§ **WHAT NEEDS TO BE DONE**
Word for word, print each line of the listing below; pictures stay out.

§ **TASK MATERIAL**

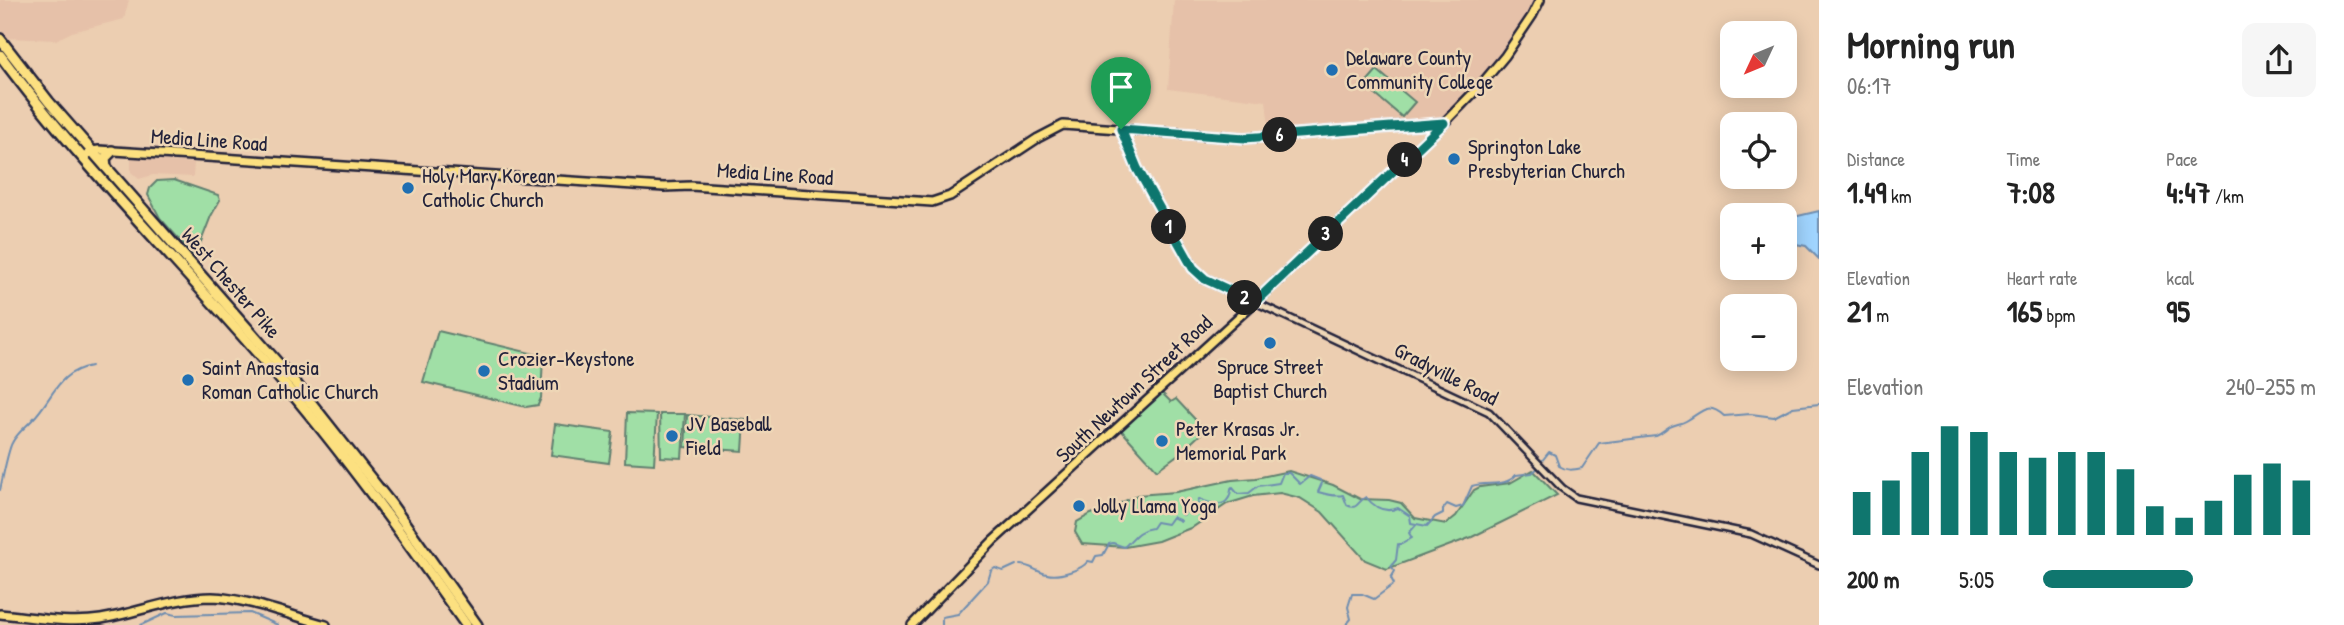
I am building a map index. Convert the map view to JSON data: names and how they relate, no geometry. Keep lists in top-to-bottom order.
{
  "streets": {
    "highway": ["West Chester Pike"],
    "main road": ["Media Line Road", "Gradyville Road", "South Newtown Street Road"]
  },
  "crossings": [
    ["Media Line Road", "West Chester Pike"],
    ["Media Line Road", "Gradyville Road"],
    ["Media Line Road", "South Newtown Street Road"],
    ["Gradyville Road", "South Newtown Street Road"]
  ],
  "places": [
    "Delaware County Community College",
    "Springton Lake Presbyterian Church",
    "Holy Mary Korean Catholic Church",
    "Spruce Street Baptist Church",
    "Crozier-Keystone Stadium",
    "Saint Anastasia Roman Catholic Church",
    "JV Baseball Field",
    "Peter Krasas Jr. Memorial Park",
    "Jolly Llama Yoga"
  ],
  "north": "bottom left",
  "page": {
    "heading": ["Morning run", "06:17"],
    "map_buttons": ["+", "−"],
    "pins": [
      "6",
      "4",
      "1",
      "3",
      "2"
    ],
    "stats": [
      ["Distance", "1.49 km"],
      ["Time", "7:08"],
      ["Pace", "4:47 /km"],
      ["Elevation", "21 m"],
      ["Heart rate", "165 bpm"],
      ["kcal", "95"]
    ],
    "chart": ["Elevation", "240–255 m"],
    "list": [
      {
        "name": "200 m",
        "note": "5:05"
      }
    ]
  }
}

§ **EXPECTED ANSWER**
I am building a map index. Convert the map view to JSON data: names and how they relate, no geometry. Keep lists in top-to-bottom order.
{
  "streets": {
    "highway": ["West Chester Pike"],
    "main road": ["Media Line Road", "Gradyville Road", "South Newtown Street Road"]
  },
  "crossings": [
    ["Media Line Road", "West Chester Pike"],
    ["Media Line Road", "Gradyville Road"],
    ["Media Line Road", "South Newtown Street Road"],
    ["Gradyville Road", "South Newtown Street Road"]
  ],
  "places": [
    "Delaware County Community College",
    "Springton Lake Presbyterian Church",
    "Holy Mary Korean Catholic Church",
    "Spruce Street Baptist Church",
    "Crozier-Keystone Stadium",
    "Saint Anastasia Roman Catholic Church",
    "JV Baseball Field",
    "Peter Krasas Jr. Memorial Park",
    "Jolly Llama Yoga"
  ],
  "north": "bottom left",
  "page": {
    "heading": ["Morning run", "06:17"],
    "map_buttons": ["+", "−"],
    "pins": [
      "6",
      "4",
      "1",
      "3",
      "2"
    ],
    "stats": [
      ["Distance", "1.49 km"],
      ["Time", "7:08"],
      ["Pace", "4:47 /km"],
      ["Elevation", "21 m"],
      ["Heart rate", "165 bpm"],
      ["kcal", "95"]
    ],
    "chart": ["Elevation", "240–255 m"],
    "list": [
      {
        "name": "200 m",
        "note": "5:05"
      }
    ]
  }
}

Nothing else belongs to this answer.